Data excerpts:
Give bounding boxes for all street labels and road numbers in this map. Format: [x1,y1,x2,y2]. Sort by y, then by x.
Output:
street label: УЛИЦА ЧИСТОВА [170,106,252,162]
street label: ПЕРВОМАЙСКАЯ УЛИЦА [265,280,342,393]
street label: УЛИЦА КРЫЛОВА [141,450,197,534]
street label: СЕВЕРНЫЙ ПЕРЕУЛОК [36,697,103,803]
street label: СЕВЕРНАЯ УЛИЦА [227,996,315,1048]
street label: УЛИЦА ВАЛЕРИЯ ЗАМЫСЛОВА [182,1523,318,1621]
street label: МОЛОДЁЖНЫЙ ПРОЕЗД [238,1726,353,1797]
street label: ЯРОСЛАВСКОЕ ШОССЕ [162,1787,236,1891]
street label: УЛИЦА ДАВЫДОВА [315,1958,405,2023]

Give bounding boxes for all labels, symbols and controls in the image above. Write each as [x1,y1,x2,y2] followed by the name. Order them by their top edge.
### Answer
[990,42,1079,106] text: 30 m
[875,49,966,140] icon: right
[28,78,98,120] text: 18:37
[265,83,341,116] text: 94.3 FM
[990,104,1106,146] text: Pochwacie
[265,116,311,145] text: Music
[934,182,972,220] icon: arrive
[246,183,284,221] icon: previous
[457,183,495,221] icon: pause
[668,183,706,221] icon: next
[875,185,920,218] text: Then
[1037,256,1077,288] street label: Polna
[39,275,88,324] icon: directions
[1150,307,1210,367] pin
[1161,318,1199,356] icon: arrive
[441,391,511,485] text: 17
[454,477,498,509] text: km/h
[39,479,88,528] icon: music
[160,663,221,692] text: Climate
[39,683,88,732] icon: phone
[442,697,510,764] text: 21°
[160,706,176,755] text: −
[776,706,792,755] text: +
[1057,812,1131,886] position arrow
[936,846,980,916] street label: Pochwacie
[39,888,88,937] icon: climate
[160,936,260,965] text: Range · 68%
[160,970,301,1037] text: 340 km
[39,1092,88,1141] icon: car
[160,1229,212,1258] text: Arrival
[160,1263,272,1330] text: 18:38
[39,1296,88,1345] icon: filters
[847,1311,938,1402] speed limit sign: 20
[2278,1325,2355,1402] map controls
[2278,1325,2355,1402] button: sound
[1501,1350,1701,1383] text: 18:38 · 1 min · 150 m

WHAT IS REQUIRED: Transcribe each line of the data exactly, skipping none.

OUTPUT:
Give bounding boxes for all street labels and road numbers in this map. Format: [x1,y1,x2,y2]. Sort by y, then by x.
Output:
street label: УЛИЦА ЧИСТОВА [170,106,252,162]
street label: ПЕРВОМАЙСКАЯ УЛИЦА [265,280,342,393]
street label: УЛИЦА КРЫЛОВА [141,450,197,534]
street label: СЕВЕРНЫЙ ПЕРЕУЛОК [36,697,103,803]
street label: СЕВЕРНАЯ УЛИЦА [227,996,315,1048]
street label: УЛИЦА ВАЛЕРИЯ ЗАМЫСЛОВА [182,1523,318,1621]
street label: МОЛОДЁЖНЫЙ ПРОЕЗД [238,1726,353,1797]
street label: ЯРОСЛАВСКОЕ ШОССЕ [162,1787,236,1891]
street label: УЛИЦА ДАВЫДОВА [315,1958,405,2023]

Give bounding boxes for all labels, symbols and controls in the image above. Write each as [x1,y1,x2,y2] followed by the name. Order them by their top edge.
### Answer
[990,42,1079,106] text: 30 m
[875,49,966,140] icon: right
[28,78,98,120] text: 18:37
[265,83,341,116] text: 94.3 FM
[990,104,1106,146] text: Pochwacie
[265,116,311,145] text: Music
[934,182,972,220] icon: arrive
[246,183,284,221] icon: previous
[457,183,495,221] icon: pause
[668,183,706,221] icon: next
[875,185,920,218] text: Then
[1037,256,1077,288] street label: Polna
[39,275,88,324] icon: directions
[1150,307,1210,367] pin
[1161,318,1199,356] icon: arrive
[441,391,511,485] text: 17
[454,477,498,509] text: km/h
[39,479,88,528] icon: music
[160,663,221,692] text: Climate
[39,683,88,732] icon: phone
[442,697,510,764] text: 21°
[160,706,176,755] text: −
[776,706,792,755] text: +
[1057,812,1131,886] position arrow
[936,846,980,916] street label: Pochwacie
[39,888,88,937] icon: climate
[160,936,260,965] text: Range · 68%
[160,970,301,1037] text: 340 km
[39,1092,88,1141] icon: car
[160,1229,212,1258] text: Arrival
[160,1263,272,1330] text: 18:38
[39,1296,88,1345] icon: filters
[847,1311,938,1402] speed limit sign: 20
[2278,1325,2355,1402] map controls
[2278,1325,2355,1402] button: sound
[1501,1350,1701,1383] text: 18:38 · 1 min · 150 m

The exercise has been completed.